Marilyn Walker, professor of computer science at UC Santa Cruz, has been named a fellow of the Association for Computational Linguistics (ACL).
The ACL Fellows program recognizes members for extraordinary contributions to the field. Walker was honored "for fundamental contributions to statistical methods for dialog optimization, to centering theory, and to expressive generation for dialog."
Walker is head of the Natural Language and Dialogue Systems Lab in the Baskin School of Engineering at UC Santa Cruz. Her current research includes work on computational models of dialogue interaction and conversational agents; analysis of affect, sarcasm and other social phenomena in social media dialogue; acquiring causal knowledge from text; conversational summarization; interactive story and narrative generation; and statistical methods for training the dialogue manager and the language generation engine for dialogue systems.

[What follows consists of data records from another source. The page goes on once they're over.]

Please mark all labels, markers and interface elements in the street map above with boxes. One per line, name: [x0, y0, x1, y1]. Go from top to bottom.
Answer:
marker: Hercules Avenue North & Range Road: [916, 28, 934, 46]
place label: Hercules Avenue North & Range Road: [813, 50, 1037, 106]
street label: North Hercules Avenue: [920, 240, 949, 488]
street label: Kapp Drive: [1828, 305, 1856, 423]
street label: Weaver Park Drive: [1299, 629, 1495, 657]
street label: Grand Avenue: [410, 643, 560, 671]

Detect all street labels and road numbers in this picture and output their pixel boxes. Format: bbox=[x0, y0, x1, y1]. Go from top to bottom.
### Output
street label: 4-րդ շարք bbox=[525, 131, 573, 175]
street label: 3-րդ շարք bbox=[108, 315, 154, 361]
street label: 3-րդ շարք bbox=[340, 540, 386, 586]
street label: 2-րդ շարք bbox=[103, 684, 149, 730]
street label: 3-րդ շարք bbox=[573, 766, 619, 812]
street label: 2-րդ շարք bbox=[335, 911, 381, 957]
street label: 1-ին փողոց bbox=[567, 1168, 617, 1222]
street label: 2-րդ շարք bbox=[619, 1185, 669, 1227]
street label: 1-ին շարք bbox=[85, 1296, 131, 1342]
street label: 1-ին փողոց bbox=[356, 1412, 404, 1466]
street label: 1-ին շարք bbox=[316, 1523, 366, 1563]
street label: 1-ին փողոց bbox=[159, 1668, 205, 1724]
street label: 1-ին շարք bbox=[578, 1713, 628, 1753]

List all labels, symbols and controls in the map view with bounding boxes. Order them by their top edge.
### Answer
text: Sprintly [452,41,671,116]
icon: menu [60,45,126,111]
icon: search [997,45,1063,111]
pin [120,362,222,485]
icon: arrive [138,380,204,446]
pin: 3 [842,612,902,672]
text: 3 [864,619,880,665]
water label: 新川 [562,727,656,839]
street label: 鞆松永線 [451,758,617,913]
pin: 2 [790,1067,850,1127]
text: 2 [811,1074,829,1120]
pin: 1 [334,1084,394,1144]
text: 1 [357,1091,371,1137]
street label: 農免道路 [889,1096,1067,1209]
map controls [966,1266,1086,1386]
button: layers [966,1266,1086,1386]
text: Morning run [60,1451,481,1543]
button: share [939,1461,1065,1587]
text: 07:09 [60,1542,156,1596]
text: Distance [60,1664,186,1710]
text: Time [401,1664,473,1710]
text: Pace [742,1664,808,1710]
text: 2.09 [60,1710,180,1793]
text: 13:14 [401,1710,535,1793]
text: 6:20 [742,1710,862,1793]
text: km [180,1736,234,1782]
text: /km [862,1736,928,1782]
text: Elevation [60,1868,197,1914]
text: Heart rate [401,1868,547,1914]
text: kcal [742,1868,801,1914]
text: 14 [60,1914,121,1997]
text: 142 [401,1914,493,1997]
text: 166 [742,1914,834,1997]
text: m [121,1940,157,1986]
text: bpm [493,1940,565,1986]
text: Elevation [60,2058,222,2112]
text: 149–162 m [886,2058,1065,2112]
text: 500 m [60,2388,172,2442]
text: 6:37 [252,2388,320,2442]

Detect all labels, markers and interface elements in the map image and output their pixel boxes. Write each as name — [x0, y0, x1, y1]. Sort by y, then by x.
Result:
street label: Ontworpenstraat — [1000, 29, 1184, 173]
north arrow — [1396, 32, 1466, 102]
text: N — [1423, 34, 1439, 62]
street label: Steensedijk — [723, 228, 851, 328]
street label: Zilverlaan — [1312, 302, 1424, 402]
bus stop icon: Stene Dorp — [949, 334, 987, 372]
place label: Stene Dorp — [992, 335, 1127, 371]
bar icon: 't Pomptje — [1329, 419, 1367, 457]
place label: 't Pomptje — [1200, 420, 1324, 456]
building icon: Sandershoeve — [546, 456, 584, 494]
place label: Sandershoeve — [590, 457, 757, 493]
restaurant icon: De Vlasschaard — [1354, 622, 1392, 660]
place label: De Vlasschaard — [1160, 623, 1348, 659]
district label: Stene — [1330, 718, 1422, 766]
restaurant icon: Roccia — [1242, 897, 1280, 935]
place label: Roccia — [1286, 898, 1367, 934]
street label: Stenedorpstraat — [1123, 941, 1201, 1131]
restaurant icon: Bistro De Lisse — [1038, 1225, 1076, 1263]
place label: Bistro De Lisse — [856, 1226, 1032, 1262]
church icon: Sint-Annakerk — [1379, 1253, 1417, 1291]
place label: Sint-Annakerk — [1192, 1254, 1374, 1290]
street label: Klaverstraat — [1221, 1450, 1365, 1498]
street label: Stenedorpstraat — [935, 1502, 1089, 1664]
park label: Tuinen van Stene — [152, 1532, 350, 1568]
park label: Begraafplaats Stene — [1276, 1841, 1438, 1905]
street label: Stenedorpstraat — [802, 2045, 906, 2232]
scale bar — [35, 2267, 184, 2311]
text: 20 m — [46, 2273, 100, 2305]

Before coming to Santa Cruz in 2009, Walker was a professor of computer science at the University of Sheffield. From 1996 to 2003, she was a principal member of the research staff at AT&T Bell Labs and AT&T Research, where she worked on the AT&T Communicator project, developing a new architecture for spoken dialogue systems and statistical methods for dialogue management and generation. Walker has published more than 200 papers and has 10 U.S. patents granted or pending. She earned a B.A. in computer and information science at UC Santa Cruz, M.S. in computer science at Stanford University, and M.A. in linguistics and Ph.D. in computer science at the University of Pennsylvania.
The Association for Computational Linguistics (ACL) is the premier international scientific and professional society for people working on computational problems involving human language, a field often referred to as either computational linguistics or natural language processing.